Burke was ordained a priest by Pope Paul VI in Rome in 1975 and was bishop of La Crosse, Wisconsin, from 1995 to 2004 and archbishop of St. Louis from 2004 to 2008. Widely regarded as an expert in canon law, Burke was appointed in 2008 as prefect of the Supreme Tribunal of the Apostolic Signatura (the highest judicial authority in the Church) by Pope Benedict XVI. Two years later, Benedict made him a cardinal.
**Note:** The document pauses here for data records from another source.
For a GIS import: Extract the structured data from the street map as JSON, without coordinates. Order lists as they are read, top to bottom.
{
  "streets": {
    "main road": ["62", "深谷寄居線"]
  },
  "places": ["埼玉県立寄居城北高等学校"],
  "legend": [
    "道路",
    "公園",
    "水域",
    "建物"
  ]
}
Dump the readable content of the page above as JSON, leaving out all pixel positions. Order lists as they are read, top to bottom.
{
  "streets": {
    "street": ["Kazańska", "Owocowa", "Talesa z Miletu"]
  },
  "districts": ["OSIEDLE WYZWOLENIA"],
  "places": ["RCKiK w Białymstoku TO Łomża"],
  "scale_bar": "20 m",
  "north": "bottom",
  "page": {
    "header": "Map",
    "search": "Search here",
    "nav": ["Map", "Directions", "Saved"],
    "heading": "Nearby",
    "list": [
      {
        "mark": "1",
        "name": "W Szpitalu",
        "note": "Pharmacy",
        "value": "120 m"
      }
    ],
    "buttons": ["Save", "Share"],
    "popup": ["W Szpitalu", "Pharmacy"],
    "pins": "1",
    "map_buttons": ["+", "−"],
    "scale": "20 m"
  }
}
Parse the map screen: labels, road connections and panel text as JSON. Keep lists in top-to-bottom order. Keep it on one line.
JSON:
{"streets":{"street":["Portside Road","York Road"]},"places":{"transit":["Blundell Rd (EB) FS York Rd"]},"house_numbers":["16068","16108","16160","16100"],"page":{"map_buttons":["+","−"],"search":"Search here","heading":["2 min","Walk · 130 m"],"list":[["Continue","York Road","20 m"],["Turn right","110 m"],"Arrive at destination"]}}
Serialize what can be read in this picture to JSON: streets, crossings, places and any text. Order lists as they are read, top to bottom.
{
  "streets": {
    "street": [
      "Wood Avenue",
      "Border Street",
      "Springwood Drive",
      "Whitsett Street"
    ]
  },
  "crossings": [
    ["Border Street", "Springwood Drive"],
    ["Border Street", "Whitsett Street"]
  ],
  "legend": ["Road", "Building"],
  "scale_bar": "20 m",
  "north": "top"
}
Pope Francis removed him from the post of prefect in 2014 and instead appointed him cardinal patron of the Sovereign Military Order of Malta, a mostly ceremonial role dedicated to the spiritual welfare of the members of the order. He remained patron until this year but had held only the title, having been reportedly restricted from active involvement since 2016 and thus sidelined during the extensive institutional reforms of the order over the last years. In June, Pope Francis named Cardinal Gianfranco Ghirlanda, SJ, as Burke’s official replacement. At the time of the announcement, Burke was only a few days away from the customary retirement age for bishops of 75.
Burke has emerged as a strong critic of some of Pope Francis’ initiatives.
He was one of the five cardinals who sent a “dubia” to Pope Francis asking for clarification on the Church’s position on doctrinal development, the blessing of same-sex unions, the authority of the Synod on Synodality, women’s ordination, and sacramental absolution.
The document was made public on the eve of the opening of the Synod on Synodality at the Vatican and discussed at an Oct. 2 press conference in which Burke took part and expressed his concerns about the synod.
“It is unfortunately very clear that the invocation of the Holy Spirit by some has for its purpose the advancement of an agenda that is more political and human than ecclesial and divine,” Burke said.
This would not be the first former curial official this year asked to leave his Vatican living quarters.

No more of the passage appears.